The 2021 Montana Legislature passed Senate Bill 358, a measure that threatens the water quality of the state’s rivers, streams, ponds, and creeks by rolling back nutrient pollution protections. Specifically, the bill repealed Montana’s science-based numeric nutrient water standards seeking to replace them with imprecise and hard to enforce narrative standards. Nutrient pollution results from industrial waste and municipal sewage among other sources and can lead to algae and weed-choked rivers and streams. It can also pose a threat to human health.
SB 358 directs the Montana Department of Environmental Quality (DEQ) to create rules defining and enforcing these murky narrative water quality standards. As DEQ embarked on this project, the Environmental Protection Agency (EPA) determined that four key sections of SB 358 violated the federal Clean Water Act.

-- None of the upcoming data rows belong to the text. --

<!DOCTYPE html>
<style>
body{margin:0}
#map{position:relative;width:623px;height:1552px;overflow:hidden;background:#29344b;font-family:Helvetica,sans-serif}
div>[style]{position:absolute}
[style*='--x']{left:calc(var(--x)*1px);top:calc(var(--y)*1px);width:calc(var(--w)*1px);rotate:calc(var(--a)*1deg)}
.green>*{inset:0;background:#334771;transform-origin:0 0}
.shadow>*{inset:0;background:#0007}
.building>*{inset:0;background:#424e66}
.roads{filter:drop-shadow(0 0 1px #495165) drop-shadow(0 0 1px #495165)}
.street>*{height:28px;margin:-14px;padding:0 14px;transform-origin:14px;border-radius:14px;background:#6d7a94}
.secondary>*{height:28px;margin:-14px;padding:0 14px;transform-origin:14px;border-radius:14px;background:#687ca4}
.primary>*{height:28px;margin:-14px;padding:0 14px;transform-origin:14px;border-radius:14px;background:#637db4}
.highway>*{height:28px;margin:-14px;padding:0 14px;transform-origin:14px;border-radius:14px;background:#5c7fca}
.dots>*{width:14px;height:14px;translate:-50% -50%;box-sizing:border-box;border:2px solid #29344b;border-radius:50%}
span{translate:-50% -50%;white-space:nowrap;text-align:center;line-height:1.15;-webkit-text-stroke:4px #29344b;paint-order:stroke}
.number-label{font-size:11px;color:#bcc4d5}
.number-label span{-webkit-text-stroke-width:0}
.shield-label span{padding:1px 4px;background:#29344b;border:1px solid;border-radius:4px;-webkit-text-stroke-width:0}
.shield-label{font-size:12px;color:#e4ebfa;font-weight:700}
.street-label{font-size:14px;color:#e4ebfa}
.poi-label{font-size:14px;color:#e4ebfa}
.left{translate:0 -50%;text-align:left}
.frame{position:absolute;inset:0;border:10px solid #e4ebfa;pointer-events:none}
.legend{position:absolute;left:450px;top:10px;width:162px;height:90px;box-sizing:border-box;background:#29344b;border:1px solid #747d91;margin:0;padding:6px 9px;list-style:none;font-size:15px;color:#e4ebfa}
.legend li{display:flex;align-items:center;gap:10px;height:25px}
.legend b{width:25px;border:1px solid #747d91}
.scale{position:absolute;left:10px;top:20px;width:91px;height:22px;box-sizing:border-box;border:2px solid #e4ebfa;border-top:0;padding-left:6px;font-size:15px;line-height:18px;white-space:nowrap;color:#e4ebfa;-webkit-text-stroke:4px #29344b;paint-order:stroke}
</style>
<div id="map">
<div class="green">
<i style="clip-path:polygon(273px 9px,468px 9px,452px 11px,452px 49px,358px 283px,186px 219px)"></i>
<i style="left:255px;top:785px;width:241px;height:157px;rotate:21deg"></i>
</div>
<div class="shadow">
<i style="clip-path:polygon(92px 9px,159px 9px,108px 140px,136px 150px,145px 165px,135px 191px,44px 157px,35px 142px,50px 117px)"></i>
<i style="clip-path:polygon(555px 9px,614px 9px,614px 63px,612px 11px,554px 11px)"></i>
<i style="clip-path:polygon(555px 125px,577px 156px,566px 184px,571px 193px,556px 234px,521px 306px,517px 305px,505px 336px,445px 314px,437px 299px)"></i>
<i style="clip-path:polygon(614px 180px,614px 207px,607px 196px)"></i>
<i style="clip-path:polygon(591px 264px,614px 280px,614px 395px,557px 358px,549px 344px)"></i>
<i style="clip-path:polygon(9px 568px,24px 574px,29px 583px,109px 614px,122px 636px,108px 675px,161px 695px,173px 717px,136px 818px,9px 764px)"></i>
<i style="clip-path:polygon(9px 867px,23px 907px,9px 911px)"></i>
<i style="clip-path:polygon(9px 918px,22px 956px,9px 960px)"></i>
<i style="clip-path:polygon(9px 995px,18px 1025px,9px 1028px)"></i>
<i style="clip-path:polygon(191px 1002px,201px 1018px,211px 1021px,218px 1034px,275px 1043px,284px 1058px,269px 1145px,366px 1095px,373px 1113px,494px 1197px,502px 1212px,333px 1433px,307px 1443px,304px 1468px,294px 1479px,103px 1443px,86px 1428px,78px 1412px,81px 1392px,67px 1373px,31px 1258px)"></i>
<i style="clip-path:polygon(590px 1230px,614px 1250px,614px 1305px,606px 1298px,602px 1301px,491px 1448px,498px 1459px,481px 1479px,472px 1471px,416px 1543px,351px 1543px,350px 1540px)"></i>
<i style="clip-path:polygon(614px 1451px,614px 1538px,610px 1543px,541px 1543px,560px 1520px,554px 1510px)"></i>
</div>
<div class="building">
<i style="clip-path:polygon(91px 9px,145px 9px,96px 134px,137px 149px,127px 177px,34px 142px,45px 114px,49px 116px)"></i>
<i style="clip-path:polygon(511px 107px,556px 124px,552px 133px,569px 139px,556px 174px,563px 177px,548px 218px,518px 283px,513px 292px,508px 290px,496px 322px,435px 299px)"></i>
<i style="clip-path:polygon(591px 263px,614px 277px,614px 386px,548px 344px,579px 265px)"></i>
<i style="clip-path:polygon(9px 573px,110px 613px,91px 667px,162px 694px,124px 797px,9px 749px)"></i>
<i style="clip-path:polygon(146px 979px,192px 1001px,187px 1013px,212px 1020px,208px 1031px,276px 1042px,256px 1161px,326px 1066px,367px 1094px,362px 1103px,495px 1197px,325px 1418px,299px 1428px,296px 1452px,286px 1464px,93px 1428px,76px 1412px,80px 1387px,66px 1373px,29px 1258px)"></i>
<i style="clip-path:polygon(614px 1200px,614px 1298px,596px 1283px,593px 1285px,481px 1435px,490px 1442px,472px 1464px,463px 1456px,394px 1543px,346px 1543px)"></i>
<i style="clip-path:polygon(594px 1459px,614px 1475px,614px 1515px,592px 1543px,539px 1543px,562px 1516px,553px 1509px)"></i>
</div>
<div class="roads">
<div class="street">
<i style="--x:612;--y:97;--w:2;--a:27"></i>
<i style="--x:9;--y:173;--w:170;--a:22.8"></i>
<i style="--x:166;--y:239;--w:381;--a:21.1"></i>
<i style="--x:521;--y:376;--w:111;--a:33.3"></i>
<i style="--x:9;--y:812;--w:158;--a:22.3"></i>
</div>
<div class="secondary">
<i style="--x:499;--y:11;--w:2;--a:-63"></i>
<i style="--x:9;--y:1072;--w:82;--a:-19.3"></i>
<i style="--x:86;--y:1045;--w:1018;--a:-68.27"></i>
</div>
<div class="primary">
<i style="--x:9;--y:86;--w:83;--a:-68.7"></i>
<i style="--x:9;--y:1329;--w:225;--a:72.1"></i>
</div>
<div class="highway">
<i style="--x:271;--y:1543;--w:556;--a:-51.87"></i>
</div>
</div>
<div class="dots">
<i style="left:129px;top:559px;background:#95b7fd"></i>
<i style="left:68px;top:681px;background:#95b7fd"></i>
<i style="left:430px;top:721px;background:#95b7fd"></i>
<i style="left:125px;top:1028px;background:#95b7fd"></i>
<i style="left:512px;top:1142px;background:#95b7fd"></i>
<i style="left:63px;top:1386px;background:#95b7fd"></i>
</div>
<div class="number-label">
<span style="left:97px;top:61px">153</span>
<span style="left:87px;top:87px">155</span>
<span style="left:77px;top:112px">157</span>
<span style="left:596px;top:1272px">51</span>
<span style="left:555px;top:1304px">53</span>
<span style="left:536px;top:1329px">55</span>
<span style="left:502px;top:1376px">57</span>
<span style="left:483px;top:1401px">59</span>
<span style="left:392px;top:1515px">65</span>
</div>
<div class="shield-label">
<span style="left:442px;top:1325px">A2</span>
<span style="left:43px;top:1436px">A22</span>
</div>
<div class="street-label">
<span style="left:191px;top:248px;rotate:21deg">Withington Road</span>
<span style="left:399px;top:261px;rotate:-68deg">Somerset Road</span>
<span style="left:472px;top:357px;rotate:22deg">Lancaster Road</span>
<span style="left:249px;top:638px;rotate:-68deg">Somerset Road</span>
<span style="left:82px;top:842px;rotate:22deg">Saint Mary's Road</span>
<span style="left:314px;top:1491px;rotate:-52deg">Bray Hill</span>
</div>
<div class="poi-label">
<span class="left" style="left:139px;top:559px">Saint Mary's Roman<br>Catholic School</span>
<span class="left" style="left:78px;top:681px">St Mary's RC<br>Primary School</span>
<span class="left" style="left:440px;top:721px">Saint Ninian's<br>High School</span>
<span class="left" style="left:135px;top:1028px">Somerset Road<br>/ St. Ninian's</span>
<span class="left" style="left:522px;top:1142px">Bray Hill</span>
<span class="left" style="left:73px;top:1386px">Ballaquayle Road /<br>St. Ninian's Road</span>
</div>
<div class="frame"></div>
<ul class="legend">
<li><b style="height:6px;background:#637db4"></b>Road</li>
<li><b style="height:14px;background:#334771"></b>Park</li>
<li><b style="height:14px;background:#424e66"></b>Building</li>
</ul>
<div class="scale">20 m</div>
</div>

Despite the EPA’s disapproval of key sections of SB 358, DEQ has resumed meetings with key stakeholders via a Nutrient Working Group (which includes a Northern Plains representative) and is continuing to move forward with a narrative nutrient standard rulemaking process. The current framework being discussed does not trigger action until after water degradation has occurred. At this point, the damage will have been done. This is a profound backslide for Montana’s water quality.
As pressure mounts on DEQ to deliver a rule, Northern Plains continues to work within the stakeholder group seeking proper accountability to the law and the best protections that can be created given the irresponsible legislation passed in 2021. While polluters are advocating for weaker protections, we will continue to demand Montana’s waters are kept clean.